» Problem requirements: Filter this material down to the lines that hold "tools", copying each one.

Supplied material section start

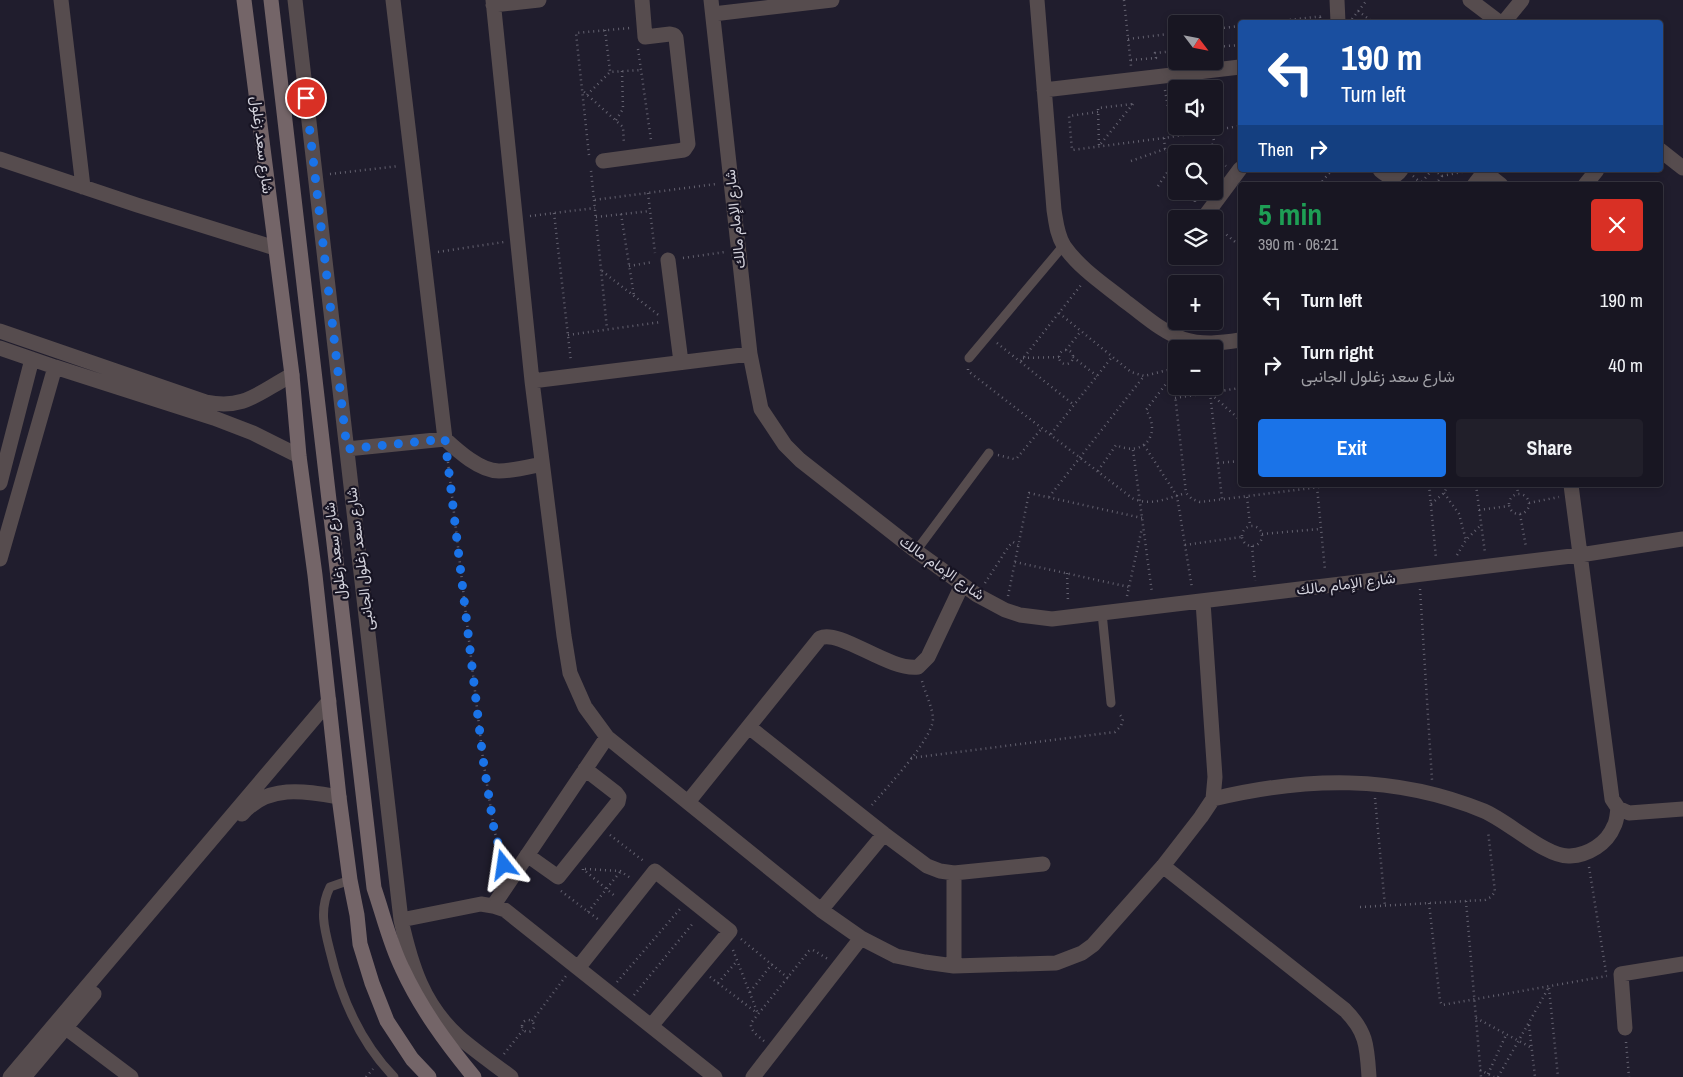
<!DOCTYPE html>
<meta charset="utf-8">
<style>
body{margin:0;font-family:"Archivo Narrow",Vazirmatn,sans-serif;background:#211f2a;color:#f1f3f6;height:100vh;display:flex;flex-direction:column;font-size:19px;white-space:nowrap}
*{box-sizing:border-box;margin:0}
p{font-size:16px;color:#9f9fa5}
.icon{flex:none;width:28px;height:28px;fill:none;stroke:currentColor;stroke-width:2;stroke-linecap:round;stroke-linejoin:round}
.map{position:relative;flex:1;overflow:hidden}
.side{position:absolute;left:1238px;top:182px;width:425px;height:305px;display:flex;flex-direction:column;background:#181622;border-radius:5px;box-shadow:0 2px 8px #0003,0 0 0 1px #363540}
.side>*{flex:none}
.guide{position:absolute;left:1238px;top:20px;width:425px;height:152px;border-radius:5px;box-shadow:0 2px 8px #0003,0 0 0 1px #363540;background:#1a4fa0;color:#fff;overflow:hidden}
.needle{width:32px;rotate:122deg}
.tools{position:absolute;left:1168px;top:15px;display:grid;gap:10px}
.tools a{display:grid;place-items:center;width:55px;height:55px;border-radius:5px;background:#181622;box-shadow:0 2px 8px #0003,0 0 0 1px #363540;font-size:25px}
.pin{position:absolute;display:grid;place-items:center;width:42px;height:42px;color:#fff;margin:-21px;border:2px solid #fff;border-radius:50%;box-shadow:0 1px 5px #0007}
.me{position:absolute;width:55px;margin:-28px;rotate:345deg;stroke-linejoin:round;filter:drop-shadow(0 0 4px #0008)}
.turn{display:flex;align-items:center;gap:18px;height:105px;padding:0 20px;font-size:22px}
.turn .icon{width:65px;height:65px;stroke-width:2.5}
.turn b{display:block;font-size:35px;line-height:42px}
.then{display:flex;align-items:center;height:48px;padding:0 20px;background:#0003;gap:10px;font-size:19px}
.round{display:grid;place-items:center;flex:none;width:52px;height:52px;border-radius:5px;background:#211f2a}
.overview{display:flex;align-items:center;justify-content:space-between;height:85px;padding:0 20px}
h1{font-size:30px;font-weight:800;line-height:38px;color:#1e9e55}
.button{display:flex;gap:10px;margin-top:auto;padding:10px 20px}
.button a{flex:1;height:58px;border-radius:5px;background:#1a73e8;color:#fff;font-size:20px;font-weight:800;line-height:58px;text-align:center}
.button a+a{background:#211f2a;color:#f1f3f6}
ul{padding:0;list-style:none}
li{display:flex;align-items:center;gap:15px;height:65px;padding:0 20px}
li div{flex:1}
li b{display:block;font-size:19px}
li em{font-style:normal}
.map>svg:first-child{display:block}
</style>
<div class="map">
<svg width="1683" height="1077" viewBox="0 0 1683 1077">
<rect width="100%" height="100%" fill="#201d2d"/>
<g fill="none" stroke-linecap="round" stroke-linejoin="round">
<!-- path -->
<path stroke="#646270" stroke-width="2.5" stroke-dasharray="1 4" stroke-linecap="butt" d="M1124,0L1131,66
M1358,11L1373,22
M1320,17L1321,22
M1352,19L1367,0
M1270,22L1324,16
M1214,29L1240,26
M605,30L610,71
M1128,39L1176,33
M1214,47L1240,45
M638,49L651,140
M1131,60L1156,58L1155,53L1176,51
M1165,90L1173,136
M584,92L623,127L624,144
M587,95L610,72L641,70
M1133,104L1099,146L1098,108Z
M1098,112L1069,116L1072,150L1164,138L1240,126
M616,120L623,109L622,71
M1164,138L1165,149L1175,161
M1209,154L1214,141L1212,130
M589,155L576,33L630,28
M1214,156L1226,166
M1131,161L1165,149
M1325,170L1329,173
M1434,170L1442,176L1435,185
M591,171L594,200L716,184
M330,174L399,166
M1413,176L1421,183
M1442,176L1466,171
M1319,185L1332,170
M1424,185L1421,183L1432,170
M1158,186L1175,161
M1194,191L1195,202
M648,193L655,253
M594,200L607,329
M554,213L571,362
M621,214L634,296
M530,216L595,208
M596,217L650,211
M1215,225L1240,246
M438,252L504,242
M683,258L725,252
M629,266L653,262
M602,271L661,317
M1059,313L1131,372L1144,376L1172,369
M568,335L661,322
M997,343L1074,405
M1066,350L1081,331
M1170,350L1186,493L1192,499L1200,502L1336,485
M1059 357a7 7 0 1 1 14 0a7 7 0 1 1-14 0Z
M1073,357L1097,376
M1023,358L1059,357
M1021,361L1081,285
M968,369V371L1132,498C1150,507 1168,498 1186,493
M1210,393L1222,499
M1211,394L1240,420V425
M1175,398L1240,388
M1051,434L1112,357
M1144,445L1177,496L1192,588
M1133,450L1152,593
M998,455L1014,459L1017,458L1042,428
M448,462L483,759L494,829L503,864
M1218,463L1240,461
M1098,471L1116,445C1144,458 1162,434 1146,410L1172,376
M1429,485L1436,558
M1476,485L1485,553
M1517,485L1518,495
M1317,487L1325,570
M1444,493L1459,514L1466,540
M1509 504a10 10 0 1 1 20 0a10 10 0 1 1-20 0Z
M1049,497L1144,376
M1247,497L1250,525
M1529,503L1559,497
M1431,504L1444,493L1448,485
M1479,510L1509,506
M1520,514L1526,547
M1242 536a10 10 0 1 1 20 0a10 10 0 1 1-20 0Z
M1262,534L1320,529
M1185,545L1241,537
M1252,546L1255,581
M1457,555L1466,540L1481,525
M1015,562L1129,587
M1067,573L1068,602
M985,583L1009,546L1013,542L1018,545
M1420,589L1432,780
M1008,596L1029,493L1142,518
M1127,596L1142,528
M911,758L1115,732L1121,726L1123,719L1118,712
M1375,798L1385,906
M872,805C886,788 934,738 933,718C932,706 925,692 922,681
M610,835L645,862
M1589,867L1606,972
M585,869L620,871L632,879
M583,870V869L616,897
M561,891L599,920
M1466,901L1481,1077
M1429,903L1440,1001L1442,1005L1607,976
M1360,907L1485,900L1491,897L1495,892L1488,831
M588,912L620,872
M741,939L788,978
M733,950L758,1014
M710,977L757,1013
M617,982L680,909
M718,983L737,961
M1549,988L1558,1077
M750,992L772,964
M634,995L694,922
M1476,1018L1532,1048
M522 1026a6 6 0 1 1 12 0a6 6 0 1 1-12 0Z
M532,1021L566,976
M1529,1025L1535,1077
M764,1041C758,1036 750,1031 751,1023L809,951L813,950L828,959
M1626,1042L1629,1077
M504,1054L523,1030
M1480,1070L1494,1077
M1488,1074L1506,1035
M366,1077L373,1069
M1498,1077L1549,987"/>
<!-- lane -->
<path stroke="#564c4e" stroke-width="9" d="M969,358L1064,245
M916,551L989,453
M1102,613L1111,703
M350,880L330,887C319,909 324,928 330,951C341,998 360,1042 394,1077"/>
<!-- street -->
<path stroke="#564c4e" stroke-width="15" d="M61,0L83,187
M295,0L401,920C411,965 423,1005 459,1037C475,1051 494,1064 511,1077
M393,0L445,439C458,451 480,471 499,471C513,471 528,467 542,464
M493,0L532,381L564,636L570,673L585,707L607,737L821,910L861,938L896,956L925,962L954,966L1056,963L1082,953L1093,945L1163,866L1201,817L1213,799L1215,777L1203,602
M711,0L750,354L761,409L785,445L800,460L916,551L977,595L1005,610L1020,615L1052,619L1580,555L1683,539
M1037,0L1054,210C1056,222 1057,235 1064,246C1080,269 1105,285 1126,302C1144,315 1162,332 1183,339C1202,345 1221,343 1240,340
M1337,0L1338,22
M1470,0L1499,22
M493,5L539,0
M713,14L832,0
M1504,22L1522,0
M1044,90L1240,67
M1660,150L1683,168
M0,159L137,205L275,248
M603,161L684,150L688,144L676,38L674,35L670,34L645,37L642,0
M1380,170C1388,177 1394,180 1401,170
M1482,170L1501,185
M1474,185L1484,172
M1585,185L1597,170
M1205,216L1240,169
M668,260L681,362
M0,331L206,402C245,410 259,392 292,375
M0,348L55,367L214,418L253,433L299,456
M532,381L750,354
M347,449L445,439
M0,483L32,359
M1571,485L1612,799L1618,808L1629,813L1683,809
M0,559L55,367
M749,727L884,834L927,866L940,871L954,873L1043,864
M1213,799C1305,777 1394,774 1484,811C1508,821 1547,858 1570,856C1588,855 1607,844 1614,826C1617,821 1617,814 1618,808
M688,802L820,638C840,629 889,671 918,667L928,657L962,585
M242,814C268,784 305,791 339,797
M527,855L558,877L618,802L619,797L616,793L585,769
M1163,866L1345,1010C1367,1032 1367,1047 1369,1077
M954,873V966
M493,906L607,737
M821,910L884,834
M401,920L481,904L493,906L505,910L715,1077
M578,968L655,871L730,931L651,1026
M66,1028L131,1077
M1625,1028L1621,974L1683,964
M10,1077L329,701
M24,1077L94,994
M753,1077L861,938"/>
<!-- secondary -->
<path stroke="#746568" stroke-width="15" d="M244,0L292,375L299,456L315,575L339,797L350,880L357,915L360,944L372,983L387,1021L412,1059L429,1077
M271,0L374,888C383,914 390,944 402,968C421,1009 446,1043 474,1077"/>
</g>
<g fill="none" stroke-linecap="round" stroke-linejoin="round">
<!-- route -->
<path stroke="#1a73e8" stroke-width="9" stroke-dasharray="0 16.2" d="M306,98L347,449L445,439L483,759L494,829L504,865"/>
</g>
<g text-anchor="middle" stroke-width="4.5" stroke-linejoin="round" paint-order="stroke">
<!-- street labels -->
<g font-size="15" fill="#d2d1db" stroke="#171423">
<text transform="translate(262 145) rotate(83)" y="5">شارع سعد زغلول</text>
<text transform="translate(735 219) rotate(-96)" y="5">شارع الإمام مالك</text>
<text transform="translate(335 551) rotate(-97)" y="5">شارع سعد زغلول</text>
<text transform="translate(360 559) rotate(-97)" y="5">شارع سعد زغلول الجانبى</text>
<text transform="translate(942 568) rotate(35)" y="5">شارع الإمام مالك</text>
<text transform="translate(1346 584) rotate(-7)" y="5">شارع الإمام مالك</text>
</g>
</g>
</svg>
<div class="tools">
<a><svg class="needle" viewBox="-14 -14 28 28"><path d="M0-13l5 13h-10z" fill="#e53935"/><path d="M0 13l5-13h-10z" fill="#9f9fa5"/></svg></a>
<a><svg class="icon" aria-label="sound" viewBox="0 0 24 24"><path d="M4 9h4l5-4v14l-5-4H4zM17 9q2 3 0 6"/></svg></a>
<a><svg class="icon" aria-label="search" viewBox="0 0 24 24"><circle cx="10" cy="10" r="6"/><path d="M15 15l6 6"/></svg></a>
<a><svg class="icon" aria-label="layers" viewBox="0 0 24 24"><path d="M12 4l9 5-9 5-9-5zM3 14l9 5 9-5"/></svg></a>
<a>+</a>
<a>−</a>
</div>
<div class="pin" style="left:306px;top:98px;background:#d93025"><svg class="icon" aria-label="arrive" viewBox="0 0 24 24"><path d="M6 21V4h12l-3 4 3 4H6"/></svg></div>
<svg class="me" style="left:504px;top:865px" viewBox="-20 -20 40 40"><path d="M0-17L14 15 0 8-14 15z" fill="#1a73e8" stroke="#fff" stroke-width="4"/></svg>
<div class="guide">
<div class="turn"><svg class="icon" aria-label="left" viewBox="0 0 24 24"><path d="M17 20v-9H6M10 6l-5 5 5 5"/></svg><div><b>190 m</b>Turn left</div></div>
<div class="then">Then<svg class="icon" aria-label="right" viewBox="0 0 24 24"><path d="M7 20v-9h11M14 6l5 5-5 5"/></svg></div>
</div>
<section class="side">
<div class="overview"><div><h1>5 min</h1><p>390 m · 06:21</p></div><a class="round" style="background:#d93025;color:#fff"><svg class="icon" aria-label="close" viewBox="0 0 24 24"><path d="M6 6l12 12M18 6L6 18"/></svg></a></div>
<ul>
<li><svg class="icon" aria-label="left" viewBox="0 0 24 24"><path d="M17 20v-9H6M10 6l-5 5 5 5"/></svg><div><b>Turn left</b></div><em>190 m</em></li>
<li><svg class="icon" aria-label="right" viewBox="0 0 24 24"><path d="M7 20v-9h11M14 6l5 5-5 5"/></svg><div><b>Turn right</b><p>شارع سعد زغلول الجانبى</p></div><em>40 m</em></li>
</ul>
<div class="button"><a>Exit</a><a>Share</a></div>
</section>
</div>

Supplied material section end

» Output:
.tools{position:absolute;left:1168px;top:15px;display:grid;gap:10px}
.tools a{display:grid;place-items:center;width:55px;height:55px;border-radius:5px;background:#181622;box-shadow:0 2px 8px #0003,0 0 0 1px #363540;font-size:25px}
<div class="tools">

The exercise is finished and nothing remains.